Does anyone have any fit and show hacks, this will be my first year showing as a senior :dancedgi: and I have a couple tricks, denture cleaner on hooves, using shaving cream and razor for udders :shrug:, wrapping clean hooves in baby socks. Is there any others, I show dairy goats and i've been showing since I was 9 but this year is going to be hard, i'm going again my friend who is unbeatable.

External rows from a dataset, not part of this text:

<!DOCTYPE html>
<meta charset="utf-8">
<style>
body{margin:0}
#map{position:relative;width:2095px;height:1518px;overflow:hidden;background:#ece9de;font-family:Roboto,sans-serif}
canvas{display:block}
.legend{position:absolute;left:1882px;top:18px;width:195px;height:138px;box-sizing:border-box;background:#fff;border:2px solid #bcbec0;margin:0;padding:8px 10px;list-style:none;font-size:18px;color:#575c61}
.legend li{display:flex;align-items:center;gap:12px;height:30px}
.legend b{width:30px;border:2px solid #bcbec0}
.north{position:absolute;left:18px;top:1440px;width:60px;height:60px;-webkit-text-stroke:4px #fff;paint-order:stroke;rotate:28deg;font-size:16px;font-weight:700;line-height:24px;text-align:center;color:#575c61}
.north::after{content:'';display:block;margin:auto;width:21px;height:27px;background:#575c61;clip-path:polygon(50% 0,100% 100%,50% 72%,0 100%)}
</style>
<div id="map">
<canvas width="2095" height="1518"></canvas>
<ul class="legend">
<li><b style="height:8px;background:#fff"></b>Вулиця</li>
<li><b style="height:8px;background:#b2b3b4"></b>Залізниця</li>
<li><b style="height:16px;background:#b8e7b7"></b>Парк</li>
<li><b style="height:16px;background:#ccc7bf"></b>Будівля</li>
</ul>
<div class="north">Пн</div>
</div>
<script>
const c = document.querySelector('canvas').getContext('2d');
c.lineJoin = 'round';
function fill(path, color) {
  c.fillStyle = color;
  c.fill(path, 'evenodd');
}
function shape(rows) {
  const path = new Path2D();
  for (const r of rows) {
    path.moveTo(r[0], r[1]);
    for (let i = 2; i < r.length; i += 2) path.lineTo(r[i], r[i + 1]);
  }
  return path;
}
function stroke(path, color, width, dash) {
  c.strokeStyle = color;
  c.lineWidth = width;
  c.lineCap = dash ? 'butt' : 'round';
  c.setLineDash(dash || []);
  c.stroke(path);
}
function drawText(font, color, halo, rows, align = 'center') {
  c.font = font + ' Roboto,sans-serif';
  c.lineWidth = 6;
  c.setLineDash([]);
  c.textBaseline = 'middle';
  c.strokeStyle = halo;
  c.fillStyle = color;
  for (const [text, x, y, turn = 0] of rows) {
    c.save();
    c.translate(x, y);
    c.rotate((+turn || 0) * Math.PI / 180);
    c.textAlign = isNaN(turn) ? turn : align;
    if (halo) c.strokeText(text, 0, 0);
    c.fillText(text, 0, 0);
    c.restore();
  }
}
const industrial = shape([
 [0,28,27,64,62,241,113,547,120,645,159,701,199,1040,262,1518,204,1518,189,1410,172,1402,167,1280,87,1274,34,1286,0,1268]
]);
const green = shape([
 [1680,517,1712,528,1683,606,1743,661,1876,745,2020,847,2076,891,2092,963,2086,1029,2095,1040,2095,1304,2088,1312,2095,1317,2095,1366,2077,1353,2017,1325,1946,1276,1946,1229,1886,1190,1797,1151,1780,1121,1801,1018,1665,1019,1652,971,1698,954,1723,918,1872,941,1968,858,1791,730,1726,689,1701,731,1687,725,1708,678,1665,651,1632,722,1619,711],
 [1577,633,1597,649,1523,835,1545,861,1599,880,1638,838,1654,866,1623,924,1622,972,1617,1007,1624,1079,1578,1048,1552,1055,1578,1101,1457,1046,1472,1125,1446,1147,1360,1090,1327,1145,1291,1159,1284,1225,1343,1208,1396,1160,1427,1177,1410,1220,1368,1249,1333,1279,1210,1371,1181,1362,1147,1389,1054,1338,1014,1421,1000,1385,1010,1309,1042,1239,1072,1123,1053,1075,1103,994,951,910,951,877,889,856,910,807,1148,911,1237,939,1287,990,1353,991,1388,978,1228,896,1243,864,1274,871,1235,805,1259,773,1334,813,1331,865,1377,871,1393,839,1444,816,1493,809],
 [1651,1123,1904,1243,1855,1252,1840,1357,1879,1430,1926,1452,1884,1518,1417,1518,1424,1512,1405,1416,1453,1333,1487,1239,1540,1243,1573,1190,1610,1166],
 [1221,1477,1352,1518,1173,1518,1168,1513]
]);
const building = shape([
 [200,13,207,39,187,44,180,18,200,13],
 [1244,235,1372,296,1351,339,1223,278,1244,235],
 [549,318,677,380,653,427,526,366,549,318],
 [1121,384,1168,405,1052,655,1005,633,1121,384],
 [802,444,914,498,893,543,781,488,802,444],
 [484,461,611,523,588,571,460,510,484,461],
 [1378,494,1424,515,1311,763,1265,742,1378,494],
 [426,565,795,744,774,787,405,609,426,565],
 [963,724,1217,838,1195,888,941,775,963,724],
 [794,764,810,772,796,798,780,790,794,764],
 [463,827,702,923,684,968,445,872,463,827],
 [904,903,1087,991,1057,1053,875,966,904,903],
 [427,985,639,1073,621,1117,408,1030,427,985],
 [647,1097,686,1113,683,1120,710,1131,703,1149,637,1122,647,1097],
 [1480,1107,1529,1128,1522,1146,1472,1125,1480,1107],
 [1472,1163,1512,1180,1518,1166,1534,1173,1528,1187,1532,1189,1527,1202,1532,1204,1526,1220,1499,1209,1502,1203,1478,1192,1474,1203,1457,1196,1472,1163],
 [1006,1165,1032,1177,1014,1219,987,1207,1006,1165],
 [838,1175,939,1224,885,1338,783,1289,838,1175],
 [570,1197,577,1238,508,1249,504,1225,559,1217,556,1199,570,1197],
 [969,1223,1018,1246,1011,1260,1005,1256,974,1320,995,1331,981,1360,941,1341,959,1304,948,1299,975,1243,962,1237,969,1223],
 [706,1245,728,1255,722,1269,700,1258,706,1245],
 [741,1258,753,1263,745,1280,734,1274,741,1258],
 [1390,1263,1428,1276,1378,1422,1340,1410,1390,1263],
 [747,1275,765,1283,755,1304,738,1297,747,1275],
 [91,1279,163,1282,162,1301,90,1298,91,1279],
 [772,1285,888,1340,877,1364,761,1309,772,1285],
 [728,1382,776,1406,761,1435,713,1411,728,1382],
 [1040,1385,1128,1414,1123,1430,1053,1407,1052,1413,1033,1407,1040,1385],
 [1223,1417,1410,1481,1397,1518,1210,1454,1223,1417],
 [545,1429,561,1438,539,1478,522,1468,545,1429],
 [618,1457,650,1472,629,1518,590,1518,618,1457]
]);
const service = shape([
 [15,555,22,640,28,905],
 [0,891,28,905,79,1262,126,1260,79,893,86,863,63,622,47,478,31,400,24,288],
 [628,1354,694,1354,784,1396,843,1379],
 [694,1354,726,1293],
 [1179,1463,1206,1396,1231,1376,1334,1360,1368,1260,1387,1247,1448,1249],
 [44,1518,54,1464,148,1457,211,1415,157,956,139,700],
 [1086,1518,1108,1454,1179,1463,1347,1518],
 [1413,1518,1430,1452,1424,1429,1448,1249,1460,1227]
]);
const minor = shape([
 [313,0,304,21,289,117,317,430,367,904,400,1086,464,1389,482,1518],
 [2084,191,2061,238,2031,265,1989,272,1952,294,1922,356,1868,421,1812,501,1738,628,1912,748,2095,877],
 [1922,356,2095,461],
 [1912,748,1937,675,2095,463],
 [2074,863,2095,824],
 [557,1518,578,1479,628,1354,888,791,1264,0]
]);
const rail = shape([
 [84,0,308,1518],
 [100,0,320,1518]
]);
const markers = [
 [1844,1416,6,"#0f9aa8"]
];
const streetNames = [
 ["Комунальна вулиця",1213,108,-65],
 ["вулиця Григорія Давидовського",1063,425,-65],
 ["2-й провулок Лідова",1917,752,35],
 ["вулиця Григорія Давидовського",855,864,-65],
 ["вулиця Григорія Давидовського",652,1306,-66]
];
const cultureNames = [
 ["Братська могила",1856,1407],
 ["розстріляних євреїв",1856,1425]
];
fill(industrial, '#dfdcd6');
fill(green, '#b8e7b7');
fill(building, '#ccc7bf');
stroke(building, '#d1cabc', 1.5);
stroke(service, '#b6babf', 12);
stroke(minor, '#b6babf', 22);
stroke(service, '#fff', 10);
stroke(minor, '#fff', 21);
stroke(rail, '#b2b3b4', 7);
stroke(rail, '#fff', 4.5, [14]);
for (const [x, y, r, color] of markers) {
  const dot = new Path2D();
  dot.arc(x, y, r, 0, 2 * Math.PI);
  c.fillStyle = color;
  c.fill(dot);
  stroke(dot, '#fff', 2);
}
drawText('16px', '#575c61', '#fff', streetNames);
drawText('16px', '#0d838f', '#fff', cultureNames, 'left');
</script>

Anything will help ray:


----------



## COgoatLover25 (Dec 23, 2013)

Following this thread!


----------



## J.O.Y. Farm (Jan 10, 2012)

Make sure to clean under tails and in ears, brush your animal down before going into the ring, I always use a little show sheen the morning off, spray it on my brush or a rag and then rub or brush it on the goat, don't spray it right on the goat, then it's too much... Hoof polish for horses works nice too  and a good scrubbing with a tooth brush or something of the such and like you said, baby socks  and just making sure everything it beat and tidy on your animals clip job


----------



## VincekFarm (Jun 27, 2011)

-A little bit of bug spray doesn't hurt as long as the smell isn't overpowering. This keeps any flies from landing on your goat which might cause your animal to act up.
-Try to practice alot with doing movements. Since youre a senior the judge will make sure to have you change places in line and do the thing where two goats walk together, peel off and then walk back so that they can be compared. During this movement you have to be EQUAL with the goat. If their goat stops, yours stops and keeping exact pace is good. 
-Make sure the chest is clean and the area between the udder and leg. Alot of dirt seems to pile up there.
-Trim the hair inside the ears as well, I use a 50 blade for it and it worked good. 
- Instead of baby socks I use VetWrap on the hooves & horse hoof polish after I clean the heck out of them.
-Make sure you know EVERYTHING on the scorecard and body parts.

Good Luck!


----------



## groovyoldlady (Jul 21, 2011)

We've never been able to keep vet wrap on our goats. So I LOVE the baby sock idea! My girls don't show until August and September. One of our rules is NO fitting on show day. We go to the show with the goat completely done except for touch-ups on eyes, noses, ears, butts, and of course, hooves. That relieves so much stress. My girls have been setting the score card to music in order to memorize it. IT is also tremendously helpful if you've worked ALOT with your goat. Switch directions, touch her udder, set her up over and over again. We're working our Nigerian kids on a daily basis because the Nigies have such a reputation for being "difficult" in the ring.


----------